The 2.29-meter-tall center thanked his family, teammates, coaches and competitors in an eight-minute speech marking the beginning of a new chapter in his life.

Yao said he had been thinking about ending his playing career after a second stress fracture in his left ankle in 2009 and the thought returned after a third fracture late last year. It took about two months for him to make the final decision, Yao said yesterday.

"Since then, like many friends who cared about me, I waited and hoped that I could return.
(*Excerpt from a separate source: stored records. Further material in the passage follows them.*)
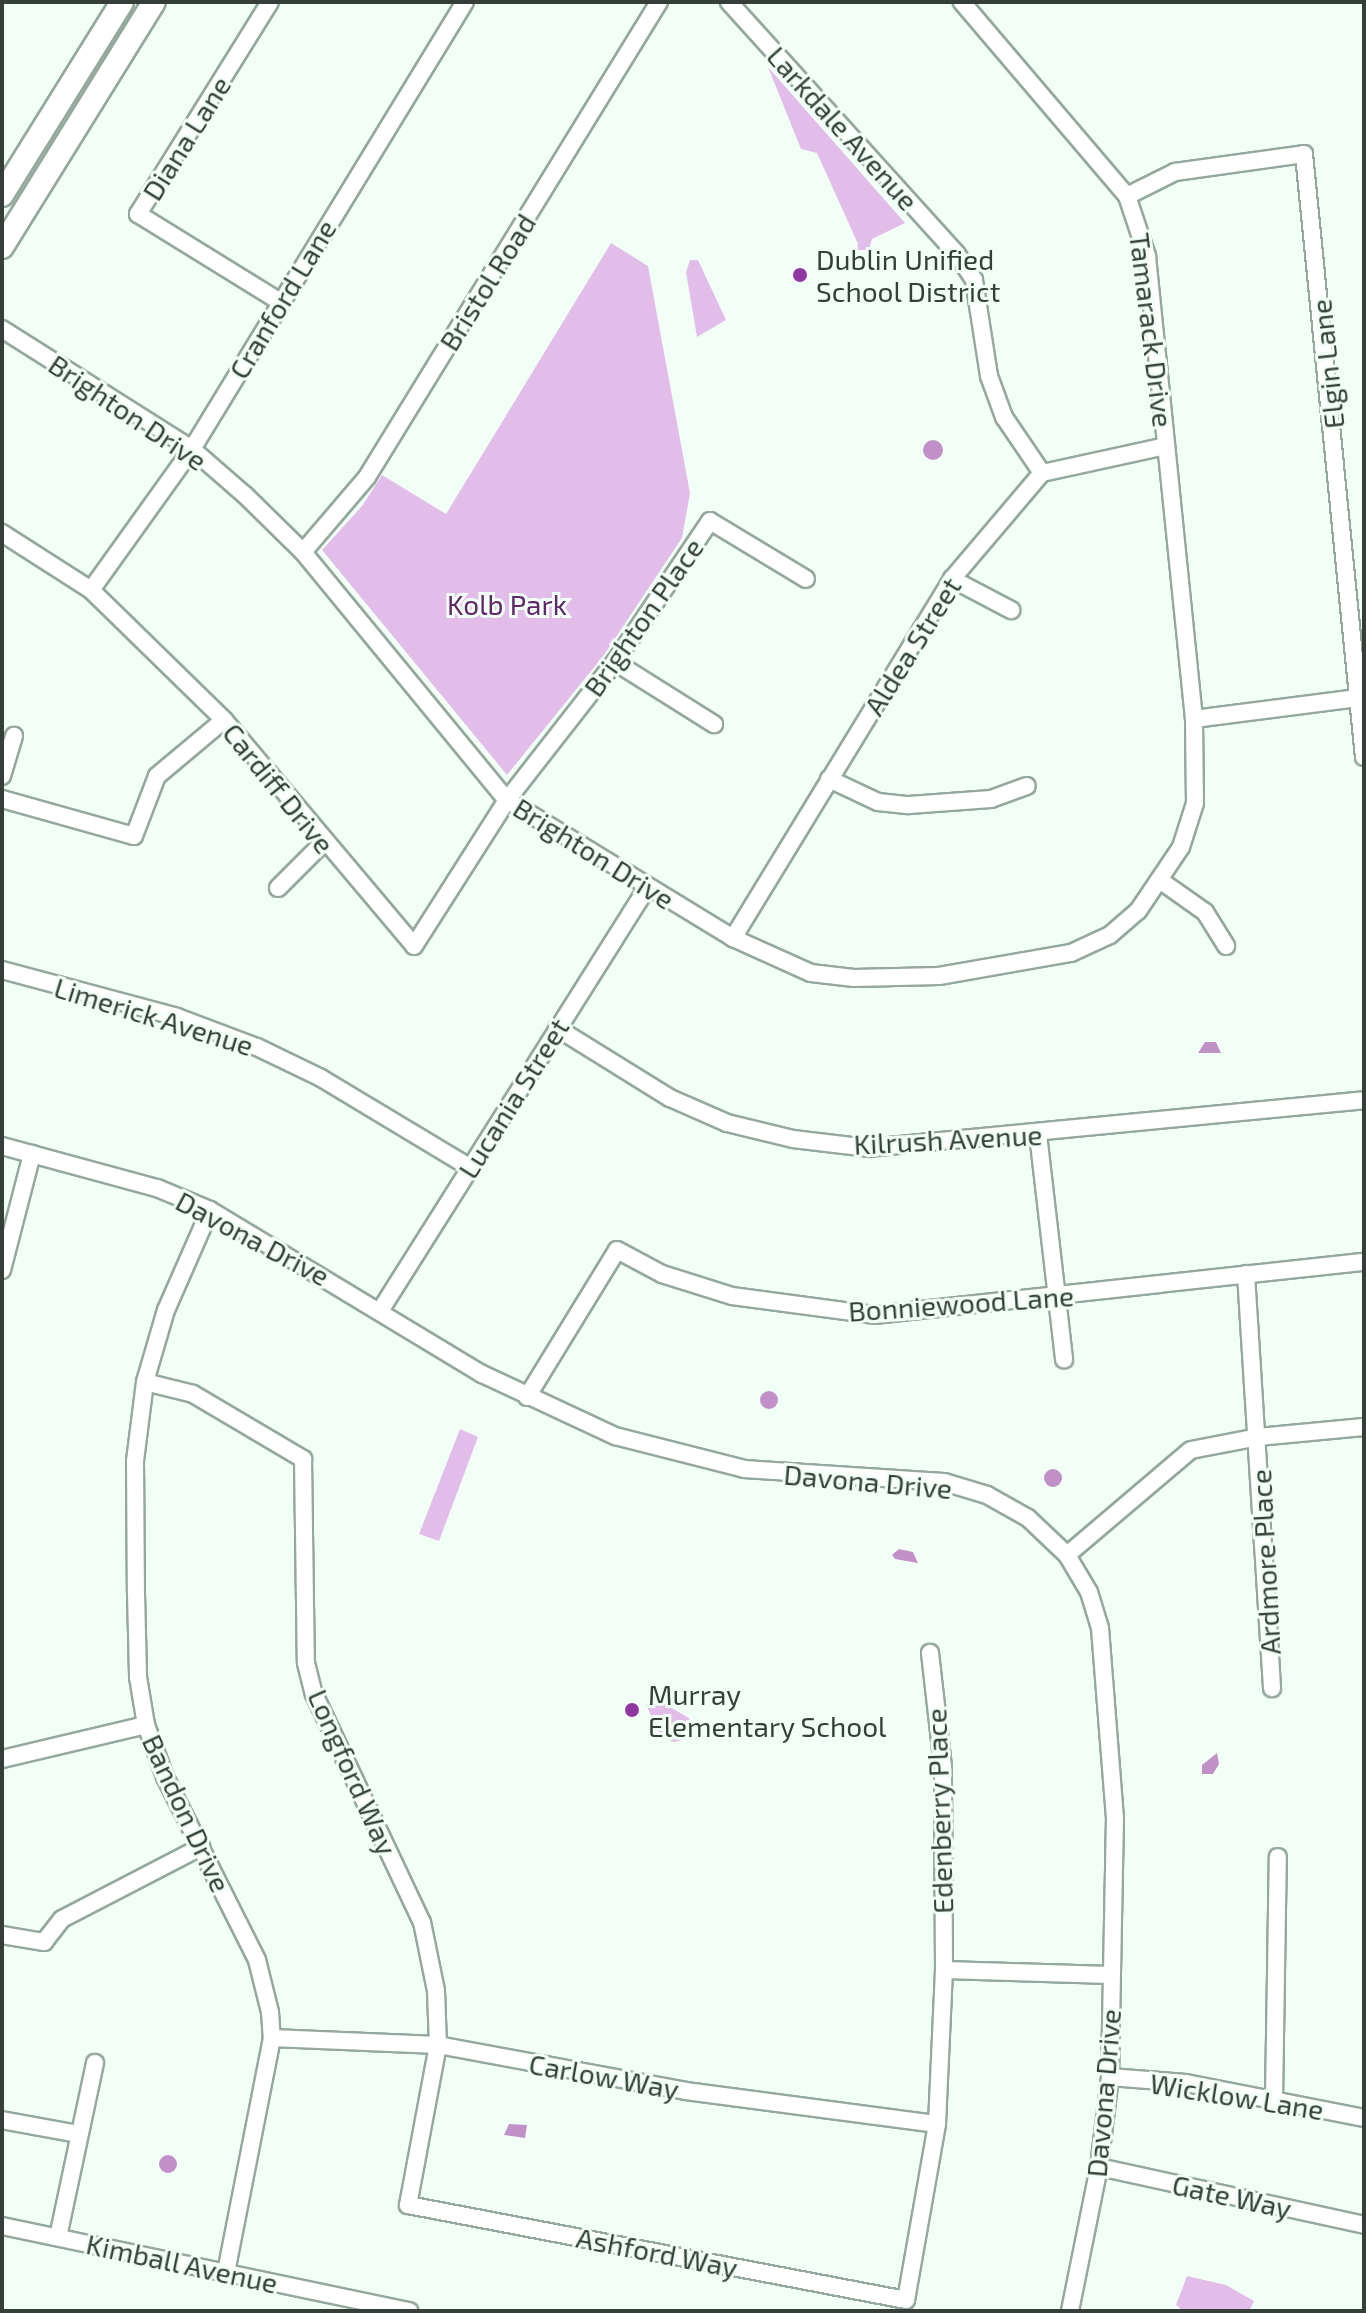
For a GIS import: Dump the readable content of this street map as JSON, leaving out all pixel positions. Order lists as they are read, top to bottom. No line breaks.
{"streets":{"street":["Larkdale Avenue","Diana Lane","Bristol Road","Cranford Lane","Tamarack Drive","Elgin Lane","Brighton Drive","Brighton Place","Aldea Street","Cardiff Drive","Limerick Avenue","Lucania Street","Kilrush Avenue","Davona Drive","Bonniewood Lane","Ardmore Place","Longford Way","Edenberry Place","Bandon Drive","Carlow Way","Wicklow Lane","Gate Way","Ashford Way","Kimball Avenue"]},"crossings":[["Larkdale Avenue","Aldea Street"],["Diana Lane","Cranford Lane"],["Bristol Road","Brighton Drive"],["Cranford Lane","Brighton Drive"],["Cranford Lane","Cardiff Drive"],["Tamarack Drive","Elgin Lane"],["Tamarack Drive","Brighton Drive"],["Brighton Drive","Brighton Place"],["Brighton Drive","Aldea Street"],["Brighton Drive","Cardiff Drive"],["Brighton Drive","Lucania Street"],["Brighton Place","Cardiff Drive"],["Limerick Avenue","Lucania Street"],["Lucania Street","Kilrush Avenue"],["Lucania Street","Davona Drive"],["Davona Drive","Bonniewood Lane"],["Davona Drive","Bandon Drive"],["Davona Drive","Wicklow Lane"],["Davona Drive","Gate Way"],["Bonniewood Lane","Ardmore Place"],["Longford Way","Bandon Drive"],["Longford Way","Carlow Way"],["Longford Way","Ashford Way"],["Edenberry Place","Carlow Way"],["Edenberry Place","Ashford Way"],["Bandon Drive","Carlow Way"],["Bandon Drive","Kimball Avenue"]],"parks":["Kolb Park"],"places":["Dublin Unified School District","Murray Elementary School"]}
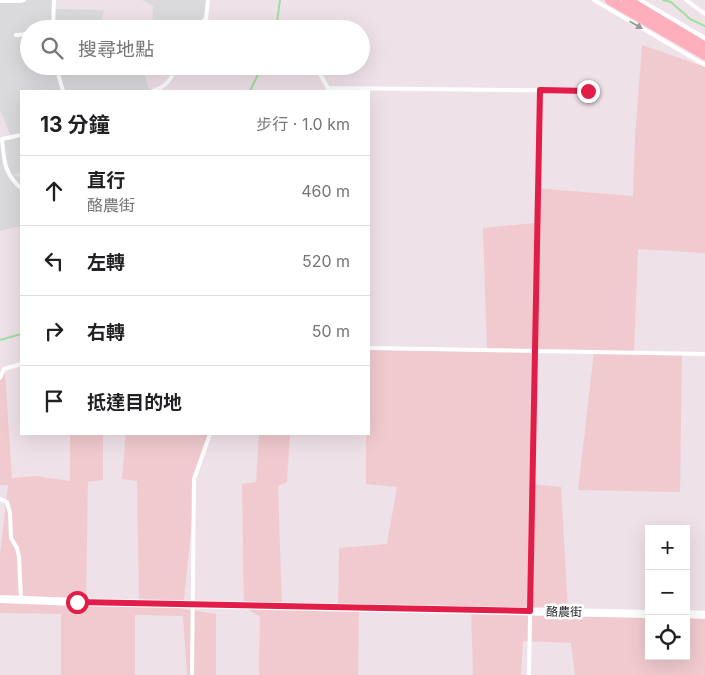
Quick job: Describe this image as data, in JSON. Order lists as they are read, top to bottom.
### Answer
{
  "streets": {
    "street": ["酪農街"]
  },
  "page": {
    "search": "搜尋地點",
    "heading": ["13 分鐘", "步行 · 1.0 km"],
    "list": [
      ["直行", "酪農街", "460 m"],
      ["左轉", "520 m"],
      ["右轉", "50 m"],
      "抵達目的地"
    ],
    "map_buttons": ["+", "−"]
  }
}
It was also a frustrating period, many thoughts crossed my mind," Yao told reporters. "Today, I am ready to announce to everyone my decision: I will end my athletic career and formally retire."

But he added: "It's just a comma, not a period."

The 30-year-old said it was an important day for him with his parents, wife and daughter present.

"I should say it's too hard to part with the feeling when I run at full speed on the court," said Yao, who was given his first basketball by his father at the age of four. "It's a little too fast but thanks to my parents I knew this day would come since I was very young."

But Yao's affair with basketball will not end. As owner of the Shanghai Sharks he said he would now be able to spend more time and energy on the team and continue to contribute to the development of Chinese basketball.

"Even though I am leaving the basketball court, I will not leave the game," he said. "The Shanghai Sharks is how my professional life will continue. I am continuing to learn about managing and running the team and will do my best to bring honor and glory to my hometown and to Chinese basketball."

Talking about future plans, Yao said he would try to cultivate "people who play the game and not just playing machines. That's what I learnt most after I joined NBA."

Besides basketball, Yao will also continue his charity work with the Yao Foundation, and do things he enjoys in other fields, he said.

"Through meeting and working with people from different fields and professions, I can gain new knowledge and new understandings," Yao said.

Yao said he will be taking some courses to learn new things, including studying computing and finance at Shanghai Jiao Tong University.

The university's Tao Zhengsu, an official in charge of admissions, said Yao had been admitted to the university years ago when he was playing basketball in Shanghai.

However, his studies were suspended after he went to the United States. The university said they welcomed Yao's return and would tailor education plans for him.

Earlier in the day, Yao was granted a Magnolia Shanghai Sports Lifetime Achievement Award by Mayor Han Zheng. Yao is the first athlete to be granted the honor. Magnolia awards are usually for business people and celebrities.

Shanghai-born Yao set a milestone for Chinese basketball as the top overall pick in the 2002 US National Basketball Association and played eight seasons for the Houston Rockets.

David Stern, commissioner of the NBA, said Yao was a player "who had a revolutionary influence on the association" and a key connection that linked the league to China.

"He's one of the best players of the Rockets and always a member of the family," said Daryl Morey, general manager of the Houston side. "I believe he will enter the Hall of Fame of the NBA with his huge contribution to the game."